Por Fernando Rocha*
Há uma geração que caminha entre dois mundos. Somos os quarentões, aqueles que nasceram no calor das fitas cassete, no toque físico dos LPs, no som das páginas de um livro virando em uma tarde silenciosa. Nós vimos o nascer e o pôr do sol sem qualquer filtro digital, sem notificações incessantes, e isso, ao que parece, nos faz uma espécie rara.
Crescemos em uma época em que o telefone era um aparelho fixo e não uma extensão do corpo. Brincávamos na rua até o céu ficar laranja, inventávamos jogos com os amigos, trocávamos segredos face a face, escrevíamos cartas que levavam dias para chegar ao destino. A palavra “off-line” não existia porque não havia um “on-line” para contrastar.
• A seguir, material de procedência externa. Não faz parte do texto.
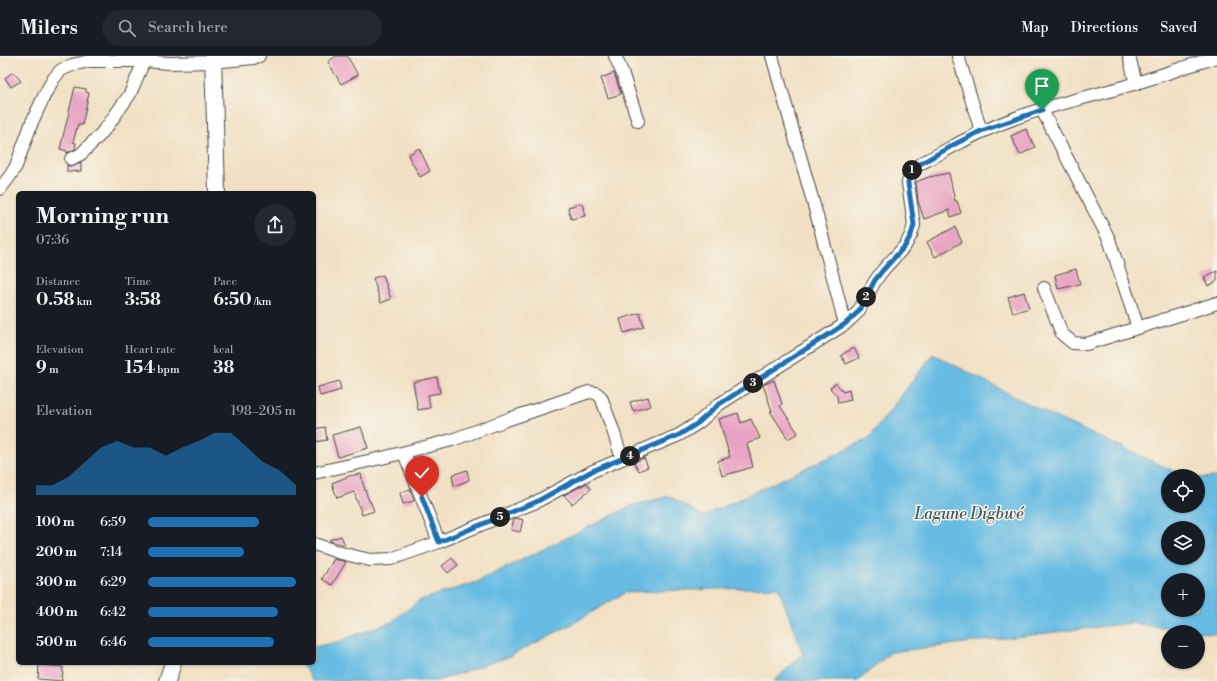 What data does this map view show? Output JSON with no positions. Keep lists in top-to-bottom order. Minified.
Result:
{"water":["Lagune Digbwé"],"page":{"header":"Milers","search":"Search here","nav":["Map","Directions","Saved"],"pins":["1","2","3","4","5"],"heading":["Morning run","07:36"],"stats":[["Distance","0.58 km"],["Time","3:58"],["Pace","6:50 /km"],["Elevation","9 m"],["Heart rate","154 bpm"],["kcal","38"]],"chart":["Elevation","198–205 m"],"map_buttons":["+","−"],"list":[{"name":"100 m","note":"6:59"},{"name":"200 m","note":"7:14"},{"name":"300 m","note":"6:29"},{"name":"400 m","note":"6:42"},{"name":"500 m","note":"6:46"}]}}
E então, tudo mudou. Chegou a internet discada, os primeiros celulares, as telas invadiram nossas vidas. De repente, o futuro que víamos em filmes de ficção científica estava ali, em nossas mãos, no bolso, na mesa de cabeceira. Nós, a geração 40+, adaptamo-nos. Aprendemos a digitar rápido, a navegar na web, a enviar e-mails e, mais tarde, a postar nas redes sociais. O mundo digital nos acolheu, mas não nos engoliu.
Vivemos em um tempo em que a individualidade reinava, onde não havia uma avalanche de influenciadores ditando como deveríamos parecer, vestir ou agir. Os rostos eram de verdade, as imperfeições eram marcas de identidade e não motivos para filtro ou cirurgia. Nós, quarentões, não nos rendemos a sorrisos artificiais de dentes digitalmente perfeitos, a faces harmonizadas para caber em um molde que só existe nas telas. Nossa referência não era uma estética padronizada, fabricada em massa, mas uma beleza genuína, diversa e sem a obrigação de parecer sempre perfeita.
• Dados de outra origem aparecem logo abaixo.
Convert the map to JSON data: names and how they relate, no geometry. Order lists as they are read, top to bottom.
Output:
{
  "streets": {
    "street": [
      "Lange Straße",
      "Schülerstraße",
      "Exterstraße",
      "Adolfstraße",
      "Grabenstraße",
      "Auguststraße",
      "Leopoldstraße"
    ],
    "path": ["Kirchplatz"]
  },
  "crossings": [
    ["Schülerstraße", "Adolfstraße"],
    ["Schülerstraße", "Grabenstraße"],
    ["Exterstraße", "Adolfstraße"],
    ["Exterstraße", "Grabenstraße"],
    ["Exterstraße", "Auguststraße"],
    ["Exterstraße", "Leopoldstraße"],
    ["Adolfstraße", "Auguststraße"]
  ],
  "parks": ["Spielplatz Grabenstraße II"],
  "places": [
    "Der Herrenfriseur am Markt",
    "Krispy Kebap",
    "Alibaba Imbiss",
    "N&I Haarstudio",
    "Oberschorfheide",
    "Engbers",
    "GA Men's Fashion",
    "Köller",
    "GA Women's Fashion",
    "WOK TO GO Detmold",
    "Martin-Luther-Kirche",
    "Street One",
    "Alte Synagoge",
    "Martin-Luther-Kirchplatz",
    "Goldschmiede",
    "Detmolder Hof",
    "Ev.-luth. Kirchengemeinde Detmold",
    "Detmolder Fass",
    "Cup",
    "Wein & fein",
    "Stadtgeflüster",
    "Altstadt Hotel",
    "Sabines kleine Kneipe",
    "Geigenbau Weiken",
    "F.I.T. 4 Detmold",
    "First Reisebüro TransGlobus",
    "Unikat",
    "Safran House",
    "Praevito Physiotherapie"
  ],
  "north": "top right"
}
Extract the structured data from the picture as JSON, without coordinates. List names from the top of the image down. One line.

Hoje, olhamos para a geração Y, os que vieram depois, nascidos em um mundo já completamente conectado e comandado por figuras idealizadas. Eles não conheceram a espera, a ausência, o som do silêncio sem notificações. Para eles, a resposta imediata é uma necessidade, o feed interminável é natural, e a presença constante nas redes é uma exigência social. Há beleza em tanta conexão, mas também perigo, um perigo que só nós, que vivemos o antes e o depois, conseguimos enxergar.
Somos a última geração que pode contar histórias de um mundo sem Wi-Fi e sem a busca incessante por validação estética digital. Podemos mostrar a eles o valor de uma conversa sem a intermediação de telas, o prazer de ler um livro sem a distração de mil abas abertas, e a liberdade de ser quem se é, sem se espelhar em rostos e vidas fabricadas. Talvez sejamos os únicos capazes de dizer que estar desconectado não é o mesmo que estar sozinho. Pelo contrário, desconectar-se pode ser um ato de liberdade.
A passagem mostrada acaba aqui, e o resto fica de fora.